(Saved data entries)
####
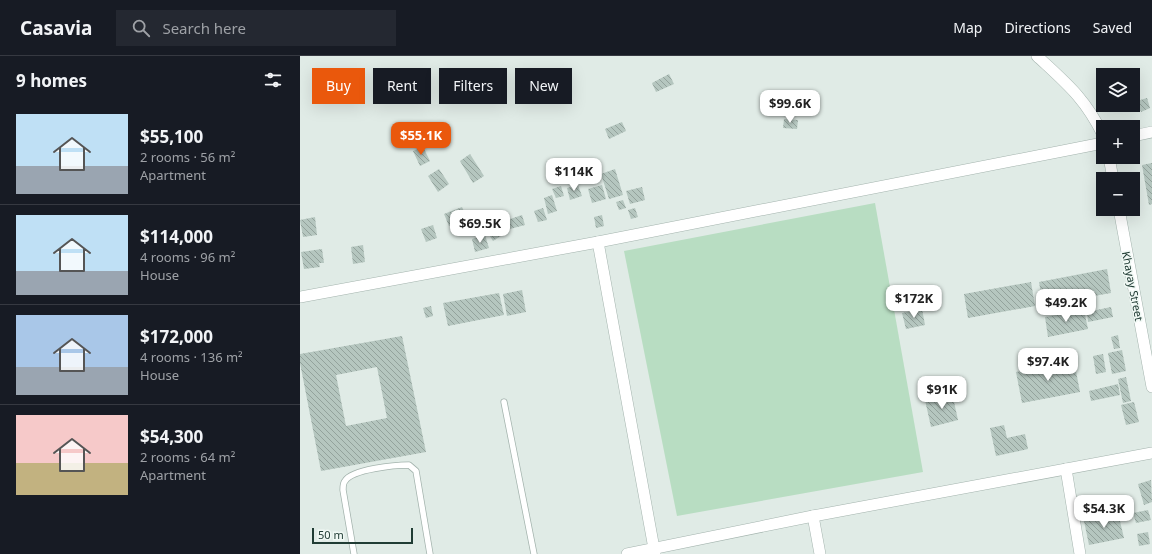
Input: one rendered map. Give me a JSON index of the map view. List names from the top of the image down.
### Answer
{
  "streets": {
    "street": ["Khayay Street"]
  },
  "scale_bar": "50 m",
  "page": {
    "header": "Casavia",
    "search": "Search here",
    "nav": ["Map", "Directions", "Saved"],
    "heading": "9 homes",
    "map_buttons": ["+", "−"],
    "chip": [
      "Buy",
      "Rent",
      "Filters",
      "New"
    ],
    "price": [
      "$99.6K",
      "$55.1K",
      "$114K",
      "$69.5K",
      "$172K",
      "$49.2K",
      "$97.4K",
      "$91K",
      "$54.3K"
    ],
    "list": [
      {
        "name": "$55,100",
        "note": "2 rooms · 56 m² · Apartment"
      },
      {
        "name": "$114,000",
        "note": "4 rooms · 96 m² · House"
      },
      {
        "name": "$172,000",
        "note": "4 rooms · 136 m² · House"
      },
      {
        "name": "$54,300",
        "note": "2 rooms · 64 m² · Apartment"
      }
    ],
    "scale": "50 m"
  }
}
####
Instructions to follow: Exactly as written, restate all of the data, leaving out the images.

Task answer:
Input: one rendered map. Give me a JSON index of the map view. List names from the top of the image down.
### Answer
{
  "streets": {
    "street": ["Khayay Street"]
  },
  "scale_bar": "50 m",
  "page": {
    "header": "Casavia",
    "search": "Search here",
    "nav": ["Map", "Directions", "Saved"],
    "heading": "9 homes",
    "map_buttons": ["+", "−"],
    "chip": [
      "Buy",
      "Rent",
      "Filters",
      "New"
    ],
    "price": [
      "$99.6K",
      "$55.1K",
      "$114K",
      "$69.5K",
      "$172K",
      "$49.2K",
      "$97.4K",
      "$91K",
      "$54.3K"
    ],
    "list": [
      {
        "name": "$55,100",
        "note": "2 rooms · 56 m² · Apartment"
      },
      {
        "name": "$114,000",
        "note": "4 rooms · 96 m² · House"
      },
      {
        "name": "$172,000",
        "note": "4 rooms · 136 m² · House"
      },
      {
        "name": "$54,300",
        "note": "2 rooms · 64 m² · Apartment"
      }
    ],
    "scale": "50 m"
  }
}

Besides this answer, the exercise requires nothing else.